The all-in-one Python package for seamless newspaper article indexing, scraping, and processing – supports public and premium content!
While tools like newspaper3k and goose3 can be used for extracting articles from news websites, they need a dedicated article url for older articles and do not support paywall content. This package aims to solve these issues by providing a unified interface for indexing, extracting and processing articles from newspapers.
- Indexing: Index articles from a newspaper website using the beautifulsoup package for public articles and selenium for paywall content.
- Extraction: Extract article content using the goose3 package.
- Processing: Process articles for nlp features using the spaCy package.
The indexing functionality is based on a dedicated file for each newspaper.
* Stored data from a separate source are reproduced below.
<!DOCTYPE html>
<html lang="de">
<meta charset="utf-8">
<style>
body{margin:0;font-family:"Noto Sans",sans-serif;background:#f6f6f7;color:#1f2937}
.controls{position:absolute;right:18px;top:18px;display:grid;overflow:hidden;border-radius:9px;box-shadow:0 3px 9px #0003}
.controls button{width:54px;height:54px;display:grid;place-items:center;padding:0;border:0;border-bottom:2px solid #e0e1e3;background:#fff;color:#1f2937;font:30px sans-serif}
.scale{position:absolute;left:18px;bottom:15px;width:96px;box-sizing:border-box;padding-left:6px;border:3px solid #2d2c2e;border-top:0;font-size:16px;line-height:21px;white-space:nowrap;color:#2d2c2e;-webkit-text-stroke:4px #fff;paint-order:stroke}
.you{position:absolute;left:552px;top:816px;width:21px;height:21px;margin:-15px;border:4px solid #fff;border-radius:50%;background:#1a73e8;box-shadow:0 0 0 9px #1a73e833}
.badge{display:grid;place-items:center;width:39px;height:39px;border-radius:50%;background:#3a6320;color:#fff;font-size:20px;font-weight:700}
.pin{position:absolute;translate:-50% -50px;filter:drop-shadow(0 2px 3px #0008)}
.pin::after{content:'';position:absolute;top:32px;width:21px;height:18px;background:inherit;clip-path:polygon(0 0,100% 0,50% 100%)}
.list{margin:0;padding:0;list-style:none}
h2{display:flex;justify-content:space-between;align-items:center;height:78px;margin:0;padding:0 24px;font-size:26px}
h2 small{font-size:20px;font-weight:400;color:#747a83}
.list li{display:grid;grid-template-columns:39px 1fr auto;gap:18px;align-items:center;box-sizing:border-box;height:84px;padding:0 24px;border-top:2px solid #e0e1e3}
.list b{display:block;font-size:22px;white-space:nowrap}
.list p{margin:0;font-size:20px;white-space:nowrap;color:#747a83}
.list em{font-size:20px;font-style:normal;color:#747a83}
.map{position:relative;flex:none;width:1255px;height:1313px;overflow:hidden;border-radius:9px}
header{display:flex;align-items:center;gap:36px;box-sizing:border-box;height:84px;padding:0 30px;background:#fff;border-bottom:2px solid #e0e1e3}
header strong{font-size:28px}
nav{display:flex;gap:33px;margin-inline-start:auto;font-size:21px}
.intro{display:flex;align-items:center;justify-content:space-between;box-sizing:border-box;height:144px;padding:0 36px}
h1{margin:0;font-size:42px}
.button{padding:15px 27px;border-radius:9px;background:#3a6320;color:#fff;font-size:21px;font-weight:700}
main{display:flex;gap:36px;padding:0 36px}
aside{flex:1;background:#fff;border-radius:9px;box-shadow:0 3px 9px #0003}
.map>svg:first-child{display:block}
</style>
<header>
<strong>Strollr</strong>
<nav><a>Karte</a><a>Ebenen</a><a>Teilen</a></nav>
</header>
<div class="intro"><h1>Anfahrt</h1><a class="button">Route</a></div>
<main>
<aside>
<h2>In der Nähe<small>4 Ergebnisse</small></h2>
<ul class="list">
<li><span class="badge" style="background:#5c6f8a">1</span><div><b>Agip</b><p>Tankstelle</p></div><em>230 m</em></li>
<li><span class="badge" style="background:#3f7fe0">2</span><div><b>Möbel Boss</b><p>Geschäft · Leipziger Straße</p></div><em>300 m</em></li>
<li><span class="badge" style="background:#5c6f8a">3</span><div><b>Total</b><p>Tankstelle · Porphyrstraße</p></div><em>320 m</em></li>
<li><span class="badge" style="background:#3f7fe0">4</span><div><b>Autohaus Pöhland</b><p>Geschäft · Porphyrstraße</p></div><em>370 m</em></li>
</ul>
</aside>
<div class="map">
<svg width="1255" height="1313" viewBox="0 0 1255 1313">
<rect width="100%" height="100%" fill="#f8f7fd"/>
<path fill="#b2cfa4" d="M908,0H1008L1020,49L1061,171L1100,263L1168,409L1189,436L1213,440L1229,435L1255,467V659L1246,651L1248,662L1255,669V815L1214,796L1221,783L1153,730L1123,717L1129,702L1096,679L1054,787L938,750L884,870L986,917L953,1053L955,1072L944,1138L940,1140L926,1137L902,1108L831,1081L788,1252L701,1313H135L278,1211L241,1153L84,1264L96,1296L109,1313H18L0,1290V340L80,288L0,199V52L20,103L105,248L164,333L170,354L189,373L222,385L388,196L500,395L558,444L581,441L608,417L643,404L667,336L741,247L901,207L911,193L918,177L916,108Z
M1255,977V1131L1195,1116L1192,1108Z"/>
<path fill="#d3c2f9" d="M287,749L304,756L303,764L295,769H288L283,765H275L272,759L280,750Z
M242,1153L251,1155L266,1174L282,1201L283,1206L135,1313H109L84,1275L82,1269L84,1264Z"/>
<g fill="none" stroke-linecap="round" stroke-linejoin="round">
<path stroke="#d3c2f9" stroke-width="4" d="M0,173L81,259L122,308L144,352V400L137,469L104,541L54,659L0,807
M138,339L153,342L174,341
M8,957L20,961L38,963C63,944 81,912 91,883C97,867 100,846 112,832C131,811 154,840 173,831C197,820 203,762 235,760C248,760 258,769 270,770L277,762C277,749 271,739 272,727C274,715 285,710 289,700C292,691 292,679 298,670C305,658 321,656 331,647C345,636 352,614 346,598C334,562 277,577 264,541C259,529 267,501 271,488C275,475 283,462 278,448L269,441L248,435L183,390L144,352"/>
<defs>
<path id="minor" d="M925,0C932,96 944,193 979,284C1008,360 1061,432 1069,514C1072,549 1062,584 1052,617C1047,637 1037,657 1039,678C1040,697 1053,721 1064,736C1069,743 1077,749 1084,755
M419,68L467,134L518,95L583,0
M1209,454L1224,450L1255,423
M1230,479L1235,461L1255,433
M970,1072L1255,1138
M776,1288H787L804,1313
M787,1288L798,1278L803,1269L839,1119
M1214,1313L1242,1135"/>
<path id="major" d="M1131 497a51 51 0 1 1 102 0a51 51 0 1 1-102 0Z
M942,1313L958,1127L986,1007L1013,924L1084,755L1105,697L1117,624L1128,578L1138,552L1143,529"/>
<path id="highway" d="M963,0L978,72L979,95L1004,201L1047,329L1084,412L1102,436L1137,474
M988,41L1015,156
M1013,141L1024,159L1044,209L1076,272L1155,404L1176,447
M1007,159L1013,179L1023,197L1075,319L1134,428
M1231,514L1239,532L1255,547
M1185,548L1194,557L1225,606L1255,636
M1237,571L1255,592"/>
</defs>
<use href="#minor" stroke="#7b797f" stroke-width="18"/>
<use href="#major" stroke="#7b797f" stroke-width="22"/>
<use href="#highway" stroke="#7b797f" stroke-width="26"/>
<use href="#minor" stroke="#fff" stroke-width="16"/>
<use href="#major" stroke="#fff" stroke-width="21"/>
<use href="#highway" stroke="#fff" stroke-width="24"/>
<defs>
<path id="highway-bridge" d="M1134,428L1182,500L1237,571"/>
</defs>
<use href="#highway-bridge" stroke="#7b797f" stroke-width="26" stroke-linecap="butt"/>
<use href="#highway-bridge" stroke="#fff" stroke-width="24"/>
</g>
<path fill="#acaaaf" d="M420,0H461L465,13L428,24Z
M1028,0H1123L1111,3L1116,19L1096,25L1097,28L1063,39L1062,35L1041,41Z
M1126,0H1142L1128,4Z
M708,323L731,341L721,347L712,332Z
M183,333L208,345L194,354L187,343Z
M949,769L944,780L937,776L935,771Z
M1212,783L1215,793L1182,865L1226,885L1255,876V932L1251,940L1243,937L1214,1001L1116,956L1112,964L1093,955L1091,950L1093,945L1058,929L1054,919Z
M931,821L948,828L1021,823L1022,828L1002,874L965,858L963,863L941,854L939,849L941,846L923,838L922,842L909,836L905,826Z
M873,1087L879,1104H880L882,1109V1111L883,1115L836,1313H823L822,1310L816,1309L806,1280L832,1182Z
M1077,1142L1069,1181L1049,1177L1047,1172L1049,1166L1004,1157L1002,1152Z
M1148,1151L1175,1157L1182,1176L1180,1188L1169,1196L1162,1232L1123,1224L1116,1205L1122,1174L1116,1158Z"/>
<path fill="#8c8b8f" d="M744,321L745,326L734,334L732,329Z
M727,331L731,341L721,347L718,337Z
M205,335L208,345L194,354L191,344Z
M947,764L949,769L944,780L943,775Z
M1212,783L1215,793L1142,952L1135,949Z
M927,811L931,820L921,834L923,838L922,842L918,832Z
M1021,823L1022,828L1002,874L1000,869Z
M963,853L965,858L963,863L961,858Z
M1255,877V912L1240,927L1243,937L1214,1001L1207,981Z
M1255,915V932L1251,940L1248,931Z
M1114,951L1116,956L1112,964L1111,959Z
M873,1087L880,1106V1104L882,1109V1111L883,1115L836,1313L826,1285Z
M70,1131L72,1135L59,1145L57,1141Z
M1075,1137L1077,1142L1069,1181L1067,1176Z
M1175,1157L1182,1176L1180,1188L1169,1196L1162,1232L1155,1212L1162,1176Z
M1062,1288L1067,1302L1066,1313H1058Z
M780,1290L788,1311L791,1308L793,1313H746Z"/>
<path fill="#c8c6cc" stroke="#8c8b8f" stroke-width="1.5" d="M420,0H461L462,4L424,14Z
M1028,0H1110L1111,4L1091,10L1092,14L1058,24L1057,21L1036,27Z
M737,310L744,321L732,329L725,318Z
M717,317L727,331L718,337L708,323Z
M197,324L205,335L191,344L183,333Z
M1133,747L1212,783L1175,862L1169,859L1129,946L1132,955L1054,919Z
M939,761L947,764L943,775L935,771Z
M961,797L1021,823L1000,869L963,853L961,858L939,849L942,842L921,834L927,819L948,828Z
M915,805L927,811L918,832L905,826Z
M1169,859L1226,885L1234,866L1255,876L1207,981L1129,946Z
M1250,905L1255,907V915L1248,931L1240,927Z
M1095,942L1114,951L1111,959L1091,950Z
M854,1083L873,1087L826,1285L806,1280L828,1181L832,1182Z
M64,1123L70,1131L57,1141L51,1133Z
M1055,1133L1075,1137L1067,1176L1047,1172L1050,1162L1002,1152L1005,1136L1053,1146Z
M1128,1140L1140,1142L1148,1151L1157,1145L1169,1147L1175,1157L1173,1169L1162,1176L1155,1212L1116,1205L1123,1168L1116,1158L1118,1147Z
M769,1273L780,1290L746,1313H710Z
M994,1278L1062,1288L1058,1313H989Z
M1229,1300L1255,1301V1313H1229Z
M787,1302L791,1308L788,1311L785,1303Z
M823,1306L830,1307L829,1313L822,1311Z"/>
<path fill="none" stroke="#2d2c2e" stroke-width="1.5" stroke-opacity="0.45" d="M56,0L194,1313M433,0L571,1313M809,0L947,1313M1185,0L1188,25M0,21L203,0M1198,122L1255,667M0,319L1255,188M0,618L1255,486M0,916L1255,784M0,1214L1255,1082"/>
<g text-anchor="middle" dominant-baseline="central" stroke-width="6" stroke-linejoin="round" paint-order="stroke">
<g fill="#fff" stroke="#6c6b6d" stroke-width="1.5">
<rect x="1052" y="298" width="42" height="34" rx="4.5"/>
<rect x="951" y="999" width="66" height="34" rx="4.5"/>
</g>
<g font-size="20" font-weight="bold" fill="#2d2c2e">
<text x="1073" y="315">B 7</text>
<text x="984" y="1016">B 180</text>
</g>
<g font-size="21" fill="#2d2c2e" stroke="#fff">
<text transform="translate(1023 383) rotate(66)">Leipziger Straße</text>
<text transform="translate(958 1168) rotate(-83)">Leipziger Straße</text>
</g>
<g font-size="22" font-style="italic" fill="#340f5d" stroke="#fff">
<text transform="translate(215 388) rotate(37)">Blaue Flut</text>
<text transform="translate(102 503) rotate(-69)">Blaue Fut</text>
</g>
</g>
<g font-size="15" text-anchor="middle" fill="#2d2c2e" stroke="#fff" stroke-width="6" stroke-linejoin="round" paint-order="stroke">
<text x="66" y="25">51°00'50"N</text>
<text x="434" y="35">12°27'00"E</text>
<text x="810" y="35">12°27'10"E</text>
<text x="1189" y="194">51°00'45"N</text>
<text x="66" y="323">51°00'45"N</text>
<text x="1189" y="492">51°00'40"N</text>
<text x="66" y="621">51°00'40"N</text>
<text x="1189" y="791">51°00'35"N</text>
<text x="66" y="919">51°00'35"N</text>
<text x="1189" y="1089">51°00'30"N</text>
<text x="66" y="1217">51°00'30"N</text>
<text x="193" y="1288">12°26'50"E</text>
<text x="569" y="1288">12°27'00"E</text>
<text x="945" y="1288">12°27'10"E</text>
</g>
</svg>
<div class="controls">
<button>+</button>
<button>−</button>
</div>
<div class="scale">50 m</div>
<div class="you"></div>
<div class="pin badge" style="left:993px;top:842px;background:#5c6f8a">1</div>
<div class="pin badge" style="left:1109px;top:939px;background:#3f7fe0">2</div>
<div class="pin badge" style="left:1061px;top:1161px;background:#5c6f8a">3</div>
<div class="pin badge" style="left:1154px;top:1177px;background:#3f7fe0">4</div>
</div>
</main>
A few newspapers are already supported, but it is easy to add new ones.
Logo | Newspaper | Country | Time span | Number of articles |
---|---|---|---|---|
Der Spiegel | Germany | Since 2000 | tbd | |
Die Welt | Germany | Since 2000 | tbd | |
Bild | Germany | Since 2006 | tbd | |
Die Zeit | Germany | Since 1946 | tbd | |
Handelsblatt | Germany | Since 2003 | tbd | |
Der Tagesspiegel | Germany | Since 2000 | tbd | |
Süddeutsche Zeitung | Germany | Since 2001 | tbd |
It is recommended to install the package in an dedicated Python environment.
To install the package via pip, run the following command:
pip install newspaper-scraper
To also include the nlp extraction functionality (via spaCy), run the following command:
pip install newspaper-scraper[nlp]
To index, extract and process all public and premium articles from Der Spiegel, published in August 2021, run the following code:
import newspaper_scraper as nps
from credentials import username, password
with nps.Spiegel(db_file='articles.db') as news:
news.index_articles_by_date_range('2021-08-01', '2021-08-31')
news.scrape_public_articles()
news.scrape_premium_articles(username=username, password=password)
news.nlp()
This will create a sqlite database file called articles.db
in the current working directory. The database contains the following tables:
tblArticlesIndexed
: Contains all indexed articles with their scraping/ processing status and whether they are public or premium content.tblArticlesScraped
: Contains metadata for all parsed articles, provided by goose3.tblArticlesProcessed
: Contains nlp features of the cleaned article text, provided by spaCy.